**DATA TO PROCESS**:
↓
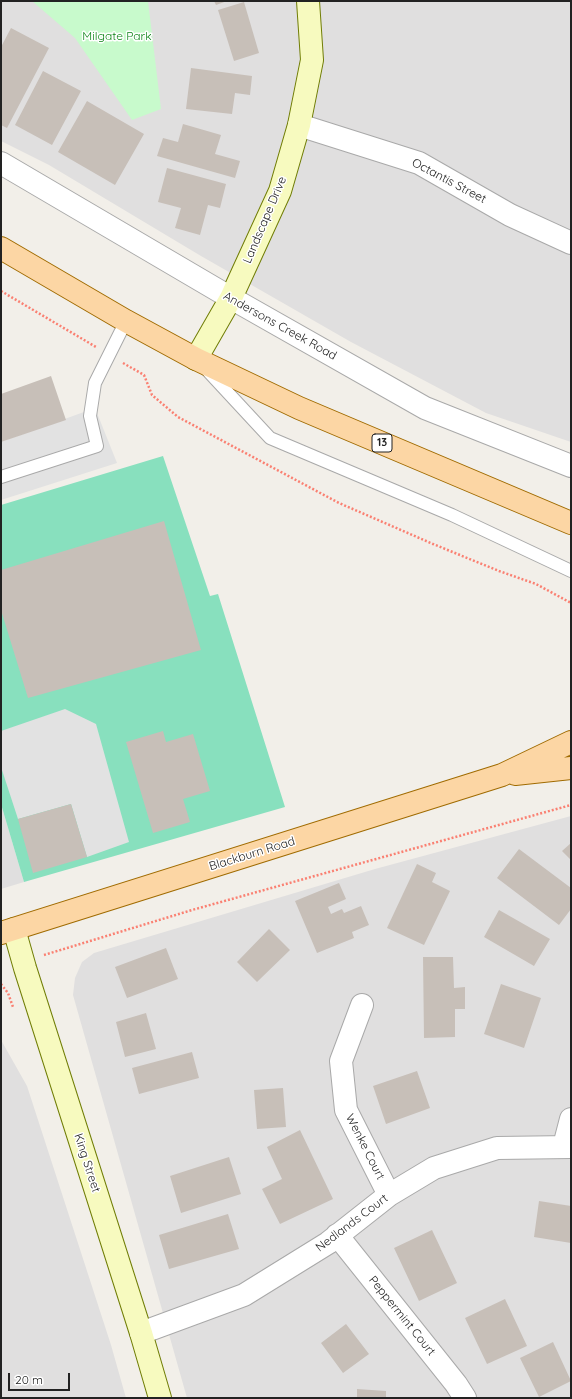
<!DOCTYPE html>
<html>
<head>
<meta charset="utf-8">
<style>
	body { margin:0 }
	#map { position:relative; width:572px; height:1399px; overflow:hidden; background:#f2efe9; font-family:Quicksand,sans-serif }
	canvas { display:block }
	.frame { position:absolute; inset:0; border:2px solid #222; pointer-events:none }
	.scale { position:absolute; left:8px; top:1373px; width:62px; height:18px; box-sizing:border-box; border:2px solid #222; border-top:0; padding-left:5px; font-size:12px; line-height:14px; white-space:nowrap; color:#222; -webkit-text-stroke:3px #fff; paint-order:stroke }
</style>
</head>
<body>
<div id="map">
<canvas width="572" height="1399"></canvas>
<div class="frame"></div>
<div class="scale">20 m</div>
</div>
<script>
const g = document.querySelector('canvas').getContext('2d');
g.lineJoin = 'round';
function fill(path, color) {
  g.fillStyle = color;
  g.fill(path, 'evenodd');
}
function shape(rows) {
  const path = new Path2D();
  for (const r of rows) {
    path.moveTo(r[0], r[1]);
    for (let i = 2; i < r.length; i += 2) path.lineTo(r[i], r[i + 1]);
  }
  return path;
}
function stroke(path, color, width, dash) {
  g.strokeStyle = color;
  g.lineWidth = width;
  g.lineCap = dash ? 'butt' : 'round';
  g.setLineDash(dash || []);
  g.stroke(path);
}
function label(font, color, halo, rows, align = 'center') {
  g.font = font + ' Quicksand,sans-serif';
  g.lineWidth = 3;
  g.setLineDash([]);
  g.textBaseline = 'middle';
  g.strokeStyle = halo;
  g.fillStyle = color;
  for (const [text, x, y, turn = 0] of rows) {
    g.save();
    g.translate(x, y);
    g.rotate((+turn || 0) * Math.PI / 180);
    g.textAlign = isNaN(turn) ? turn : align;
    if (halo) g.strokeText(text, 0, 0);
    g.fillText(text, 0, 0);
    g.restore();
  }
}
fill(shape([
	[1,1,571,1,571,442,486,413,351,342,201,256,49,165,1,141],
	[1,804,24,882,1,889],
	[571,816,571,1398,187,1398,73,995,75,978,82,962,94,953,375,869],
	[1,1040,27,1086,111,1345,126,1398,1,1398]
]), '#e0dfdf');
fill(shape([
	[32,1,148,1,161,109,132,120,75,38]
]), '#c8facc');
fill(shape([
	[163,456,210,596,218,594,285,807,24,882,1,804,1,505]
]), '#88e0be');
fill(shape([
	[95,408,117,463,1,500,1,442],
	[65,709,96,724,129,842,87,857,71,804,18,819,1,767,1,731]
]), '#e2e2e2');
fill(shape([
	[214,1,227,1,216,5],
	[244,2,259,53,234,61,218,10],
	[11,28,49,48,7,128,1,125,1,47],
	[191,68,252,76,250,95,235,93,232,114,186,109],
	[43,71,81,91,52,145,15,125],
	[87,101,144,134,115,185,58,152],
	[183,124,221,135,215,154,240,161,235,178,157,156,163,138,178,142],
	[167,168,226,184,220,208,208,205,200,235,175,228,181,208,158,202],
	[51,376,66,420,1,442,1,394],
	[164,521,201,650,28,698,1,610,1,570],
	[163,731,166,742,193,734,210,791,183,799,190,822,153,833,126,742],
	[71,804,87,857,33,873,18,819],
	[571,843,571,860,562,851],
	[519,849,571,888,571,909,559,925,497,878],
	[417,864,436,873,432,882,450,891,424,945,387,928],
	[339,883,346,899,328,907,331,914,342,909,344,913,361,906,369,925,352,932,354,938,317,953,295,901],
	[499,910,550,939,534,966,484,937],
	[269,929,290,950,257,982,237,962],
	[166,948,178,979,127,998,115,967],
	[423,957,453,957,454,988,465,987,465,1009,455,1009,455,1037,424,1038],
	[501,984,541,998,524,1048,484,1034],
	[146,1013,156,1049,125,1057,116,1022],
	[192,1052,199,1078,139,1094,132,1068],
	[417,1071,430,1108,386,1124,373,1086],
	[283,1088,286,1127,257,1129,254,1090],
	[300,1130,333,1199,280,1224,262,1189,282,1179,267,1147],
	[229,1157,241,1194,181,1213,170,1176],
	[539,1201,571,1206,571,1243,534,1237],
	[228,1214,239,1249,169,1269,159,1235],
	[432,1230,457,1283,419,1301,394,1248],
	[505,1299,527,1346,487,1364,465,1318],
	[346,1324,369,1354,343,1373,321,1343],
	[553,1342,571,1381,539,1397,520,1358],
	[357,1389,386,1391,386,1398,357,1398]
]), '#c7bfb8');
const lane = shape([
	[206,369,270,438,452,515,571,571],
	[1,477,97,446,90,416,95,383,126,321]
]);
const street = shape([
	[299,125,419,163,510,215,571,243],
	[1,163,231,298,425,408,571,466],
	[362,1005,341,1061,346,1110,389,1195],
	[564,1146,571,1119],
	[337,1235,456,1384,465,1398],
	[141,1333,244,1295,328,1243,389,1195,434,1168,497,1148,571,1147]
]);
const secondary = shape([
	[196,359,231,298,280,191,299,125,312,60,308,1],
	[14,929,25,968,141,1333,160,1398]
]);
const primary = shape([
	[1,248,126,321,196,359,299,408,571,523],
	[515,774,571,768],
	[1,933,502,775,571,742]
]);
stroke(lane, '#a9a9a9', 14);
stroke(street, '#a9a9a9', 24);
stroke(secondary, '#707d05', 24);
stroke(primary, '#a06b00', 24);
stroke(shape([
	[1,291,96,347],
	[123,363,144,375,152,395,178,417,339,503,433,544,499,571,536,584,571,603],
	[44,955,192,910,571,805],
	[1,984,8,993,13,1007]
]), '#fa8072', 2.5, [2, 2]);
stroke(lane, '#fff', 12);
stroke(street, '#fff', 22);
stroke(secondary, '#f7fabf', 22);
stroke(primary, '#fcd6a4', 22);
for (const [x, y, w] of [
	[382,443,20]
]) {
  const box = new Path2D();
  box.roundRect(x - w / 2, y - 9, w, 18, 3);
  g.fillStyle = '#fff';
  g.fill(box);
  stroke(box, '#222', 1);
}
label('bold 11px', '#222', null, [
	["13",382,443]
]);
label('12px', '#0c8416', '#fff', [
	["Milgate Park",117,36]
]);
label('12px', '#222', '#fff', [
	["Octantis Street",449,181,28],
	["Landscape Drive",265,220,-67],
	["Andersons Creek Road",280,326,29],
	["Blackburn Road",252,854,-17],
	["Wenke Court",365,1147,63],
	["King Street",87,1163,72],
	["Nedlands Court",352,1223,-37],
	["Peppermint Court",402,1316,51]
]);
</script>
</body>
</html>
↑
↓
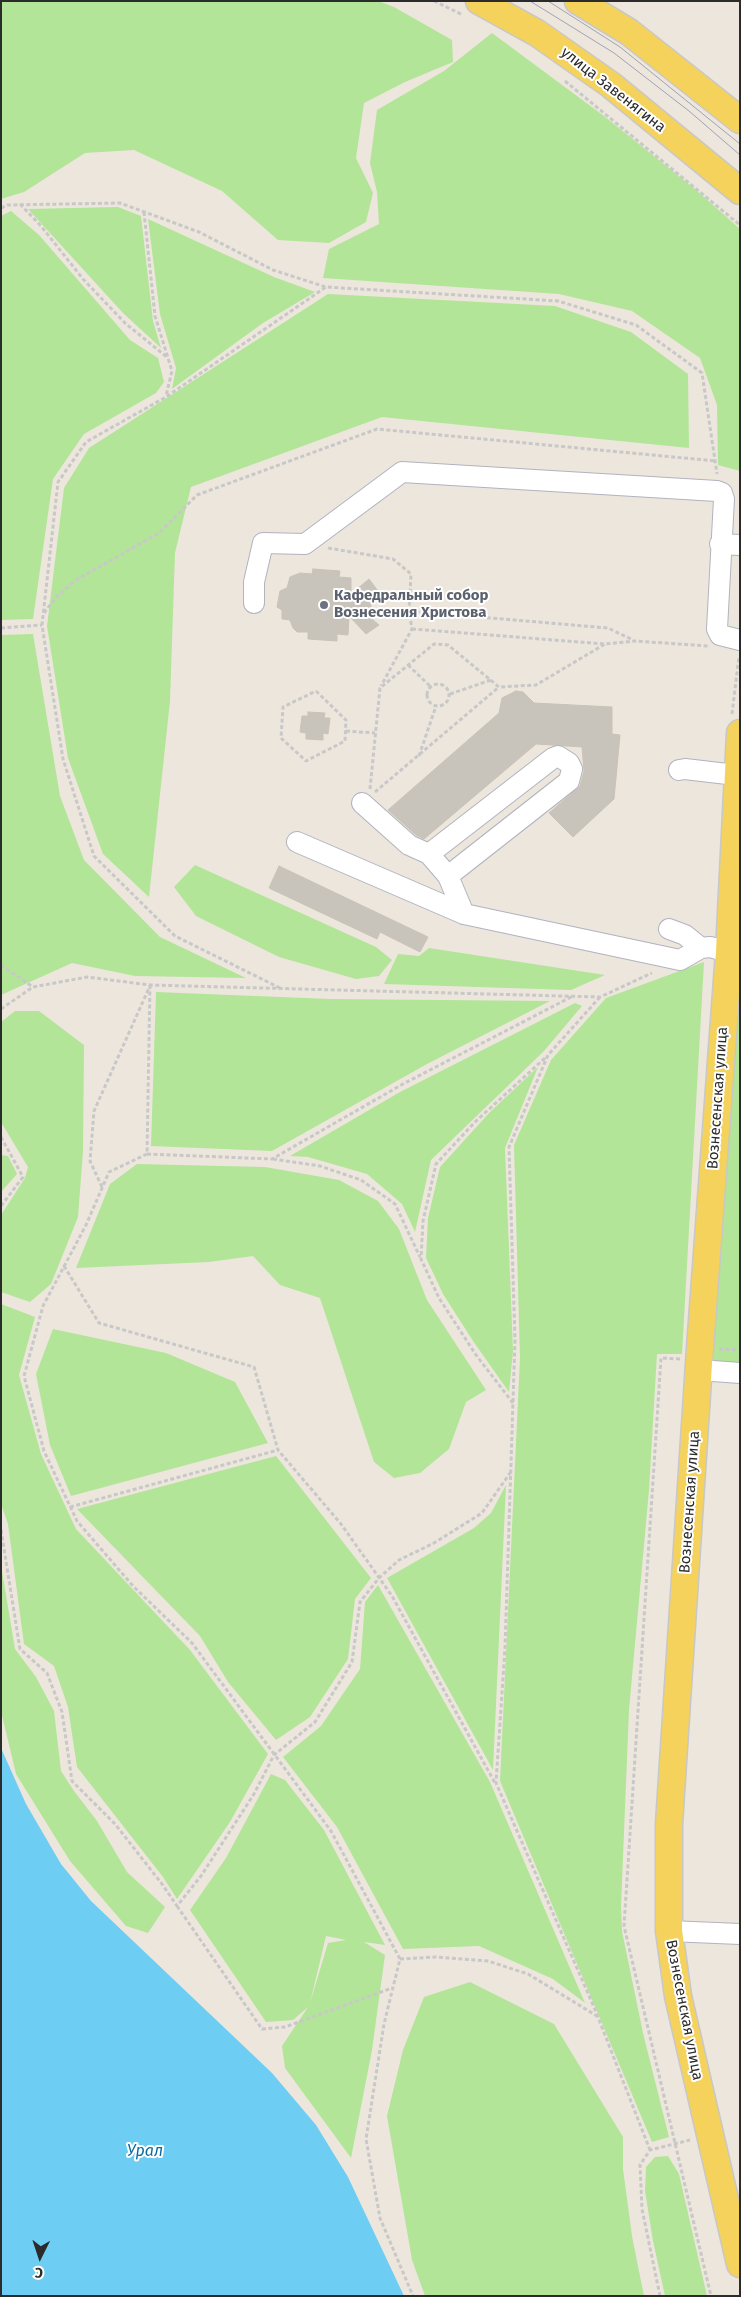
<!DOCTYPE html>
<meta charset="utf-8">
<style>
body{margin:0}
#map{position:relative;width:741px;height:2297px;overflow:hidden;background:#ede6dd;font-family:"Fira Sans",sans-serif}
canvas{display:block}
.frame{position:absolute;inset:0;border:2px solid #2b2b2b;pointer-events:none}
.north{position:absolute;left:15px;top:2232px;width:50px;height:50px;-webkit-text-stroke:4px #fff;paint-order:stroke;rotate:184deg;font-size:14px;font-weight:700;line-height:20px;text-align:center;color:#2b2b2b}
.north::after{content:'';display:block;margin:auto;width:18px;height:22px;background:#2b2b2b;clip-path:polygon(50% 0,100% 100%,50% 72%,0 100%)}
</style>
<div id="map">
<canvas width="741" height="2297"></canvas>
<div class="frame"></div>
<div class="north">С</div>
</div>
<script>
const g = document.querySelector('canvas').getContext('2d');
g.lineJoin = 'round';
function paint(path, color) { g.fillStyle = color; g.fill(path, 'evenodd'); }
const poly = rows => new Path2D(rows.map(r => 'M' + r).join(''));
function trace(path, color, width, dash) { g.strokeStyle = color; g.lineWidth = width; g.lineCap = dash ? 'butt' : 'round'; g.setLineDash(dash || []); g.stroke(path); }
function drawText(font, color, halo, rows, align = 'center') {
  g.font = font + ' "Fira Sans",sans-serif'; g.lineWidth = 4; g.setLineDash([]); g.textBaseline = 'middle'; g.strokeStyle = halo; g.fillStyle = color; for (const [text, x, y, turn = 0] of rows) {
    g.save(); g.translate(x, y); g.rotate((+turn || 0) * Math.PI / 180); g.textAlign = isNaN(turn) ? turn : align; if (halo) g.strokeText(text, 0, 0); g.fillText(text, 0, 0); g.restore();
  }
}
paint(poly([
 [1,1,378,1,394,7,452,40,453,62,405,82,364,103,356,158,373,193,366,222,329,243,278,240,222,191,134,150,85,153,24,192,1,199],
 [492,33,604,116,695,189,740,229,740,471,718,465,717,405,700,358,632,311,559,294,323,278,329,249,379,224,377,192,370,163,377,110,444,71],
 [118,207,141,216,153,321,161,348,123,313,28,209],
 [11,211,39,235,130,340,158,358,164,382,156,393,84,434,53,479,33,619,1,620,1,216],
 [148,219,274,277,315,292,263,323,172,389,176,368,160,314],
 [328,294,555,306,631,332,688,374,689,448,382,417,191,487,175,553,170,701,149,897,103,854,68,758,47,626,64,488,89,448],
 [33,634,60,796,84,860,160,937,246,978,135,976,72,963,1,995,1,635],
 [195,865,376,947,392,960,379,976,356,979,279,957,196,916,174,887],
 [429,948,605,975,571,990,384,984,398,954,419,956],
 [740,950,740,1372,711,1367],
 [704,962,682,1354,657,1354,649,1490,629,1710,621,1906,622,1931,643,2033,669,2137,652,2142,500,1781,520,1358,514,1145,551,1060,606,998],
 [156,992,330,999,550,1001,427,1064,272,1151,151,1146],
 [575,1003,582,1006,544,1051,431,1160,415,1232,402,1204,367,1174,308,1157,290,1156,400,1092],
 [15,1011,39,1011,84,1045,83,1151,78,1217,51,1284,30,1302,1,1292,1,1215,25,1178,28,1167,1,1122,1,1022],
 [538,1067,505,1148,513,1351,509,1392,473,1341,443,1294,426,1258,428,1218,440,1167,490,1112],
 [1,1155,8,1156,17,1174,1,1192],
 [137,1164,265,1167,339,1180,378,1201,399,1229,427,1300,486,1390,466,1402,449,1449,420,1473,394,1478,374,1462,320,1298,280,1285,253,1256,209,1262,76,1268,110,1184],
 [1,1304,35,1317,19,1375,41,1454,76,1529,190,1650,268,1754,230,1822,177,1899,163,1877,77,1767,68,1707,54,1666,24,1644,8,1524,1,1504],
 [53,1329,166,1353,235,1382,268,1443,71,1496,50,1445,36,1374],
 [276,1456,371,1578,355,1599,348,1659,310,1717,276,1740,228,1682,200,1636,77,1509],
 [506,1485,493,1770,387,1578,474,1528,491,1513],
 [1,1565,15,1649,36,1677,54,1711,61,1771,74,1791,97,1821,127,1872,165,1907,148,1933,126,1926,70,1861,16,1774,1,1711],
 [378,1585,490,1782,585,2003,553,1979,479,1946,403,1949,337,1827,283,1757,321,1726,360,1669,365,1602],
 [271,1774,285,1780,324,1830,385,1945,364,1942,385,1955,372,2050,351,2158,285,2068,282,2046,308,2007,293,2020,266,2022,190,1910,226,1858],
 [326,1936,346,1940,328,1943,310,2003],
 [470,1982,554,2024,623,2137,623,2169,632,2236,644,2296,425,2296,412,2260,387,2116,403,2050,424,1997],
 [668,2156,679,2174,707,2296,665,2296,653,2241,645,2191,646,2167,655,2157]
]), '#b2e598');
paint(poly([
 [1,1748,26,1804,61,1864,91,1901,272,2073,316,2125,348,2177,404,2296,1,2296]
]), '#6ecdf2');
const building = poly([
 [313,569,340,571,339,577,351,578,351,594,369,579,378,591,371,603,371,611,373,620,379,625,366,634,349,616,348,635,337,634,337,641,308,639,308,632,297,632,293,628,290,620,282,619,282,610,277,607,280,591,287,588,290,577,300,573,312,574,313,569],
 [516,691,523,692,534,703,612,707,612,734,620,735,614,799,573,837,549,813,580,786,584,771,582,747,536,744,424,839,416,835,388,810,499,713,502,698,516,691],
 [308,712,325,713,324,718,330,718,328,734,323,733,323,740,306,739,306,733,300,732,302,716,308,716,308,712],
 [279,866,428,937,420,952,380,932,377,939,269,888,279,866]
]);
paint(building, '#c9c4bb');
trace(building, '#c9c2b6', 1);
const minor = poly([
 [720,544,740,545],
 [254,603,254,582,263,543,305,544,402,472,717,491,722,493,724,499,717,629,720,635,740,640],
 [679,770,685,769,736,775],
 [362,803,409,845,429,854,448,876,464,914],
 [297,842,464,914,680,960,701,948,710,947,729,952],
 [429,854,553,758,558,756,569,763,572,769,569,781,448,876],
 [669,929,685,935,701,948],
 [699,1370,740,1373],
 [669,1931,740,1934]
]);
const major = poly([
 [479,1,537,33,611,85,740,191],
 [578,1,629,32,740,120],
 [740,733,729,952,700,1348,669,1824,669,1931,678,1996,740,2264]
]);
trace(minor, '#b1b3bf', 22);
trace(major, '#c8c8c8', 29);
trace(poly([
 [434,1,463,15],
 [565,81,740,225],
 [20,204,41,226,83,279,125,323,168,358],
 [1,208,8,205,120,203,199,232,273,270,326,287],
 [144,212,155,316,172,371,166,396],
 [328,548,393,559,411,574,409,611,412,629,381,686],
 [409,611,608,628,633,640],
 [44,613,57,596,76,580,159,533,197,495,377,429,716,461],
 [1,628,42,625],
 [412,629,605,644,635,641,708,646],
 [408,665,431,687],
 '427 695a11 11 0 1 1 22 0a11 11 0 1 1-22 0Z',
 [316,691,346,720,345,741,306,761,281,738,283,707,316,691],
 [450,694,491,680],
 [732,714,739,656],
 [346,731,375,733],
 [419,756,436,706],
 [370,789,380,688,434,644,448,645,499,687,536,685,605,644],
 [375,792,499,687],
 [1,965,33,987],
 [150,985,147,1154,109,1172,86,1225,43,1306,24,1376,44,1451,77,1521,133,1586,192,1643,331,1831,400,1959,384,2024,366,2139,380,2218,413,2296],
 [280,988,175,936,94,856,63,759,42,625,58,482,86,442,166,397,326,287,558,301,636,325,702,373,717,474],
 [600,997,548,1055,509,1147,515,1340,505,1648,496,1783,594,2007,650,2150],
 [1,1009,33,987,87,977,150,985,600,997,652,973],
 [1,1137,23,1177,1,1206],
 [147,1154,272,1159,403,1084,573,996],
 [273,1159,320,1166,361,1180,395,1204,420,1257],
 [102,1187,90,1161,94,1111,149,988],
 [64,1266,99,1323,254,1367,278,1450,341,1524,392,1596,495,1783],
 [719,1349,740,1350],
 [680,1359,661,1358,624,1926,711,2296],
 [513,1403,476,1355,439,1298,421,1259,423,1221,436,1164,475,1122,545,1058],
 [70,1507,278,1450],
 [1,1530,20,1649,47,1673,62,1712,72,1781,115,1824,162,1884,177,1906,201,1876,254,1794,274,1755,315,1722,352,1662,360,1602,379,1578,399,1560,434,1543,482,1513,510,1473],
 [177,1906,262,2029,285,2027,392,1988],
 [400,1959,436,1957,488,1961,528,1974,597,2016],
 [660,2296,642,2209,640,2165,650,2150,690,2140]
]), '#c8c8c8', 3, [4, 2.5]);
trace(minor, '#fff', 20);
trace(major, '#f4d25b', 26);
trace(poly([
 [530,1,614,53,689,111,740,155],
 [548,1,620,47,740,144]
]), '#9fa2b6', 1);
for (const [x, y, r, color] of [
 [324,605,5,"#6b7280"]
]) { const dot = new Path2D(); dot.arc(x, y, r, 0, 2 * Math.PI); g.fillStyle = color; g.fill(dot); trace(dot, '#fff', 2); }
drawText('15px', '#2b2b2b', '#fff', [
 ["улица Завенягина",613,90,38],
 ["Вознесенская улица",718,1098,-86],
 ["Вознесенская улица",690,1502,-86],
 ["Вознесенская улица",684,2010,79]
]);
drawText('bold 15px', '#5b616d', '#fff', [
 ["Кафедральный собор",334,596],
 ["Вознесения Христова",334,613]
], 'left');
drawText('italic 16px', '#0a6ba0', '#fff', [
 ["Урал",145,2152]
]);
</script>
↑
**DIRECTIONS FOR THIS TASK**:
All lines with the string "canvas" must be copied from the data.

**RESPONSE**:
	canvas { display:block }
<canvas width="572" height="1399"></canvas>
const g = document.querySelector('canvas').getContext('2d');
canvas{display:block}
<canvas width="741" height="2297"></canvas>
const g = document.querySelector('canvas').getContext('2d');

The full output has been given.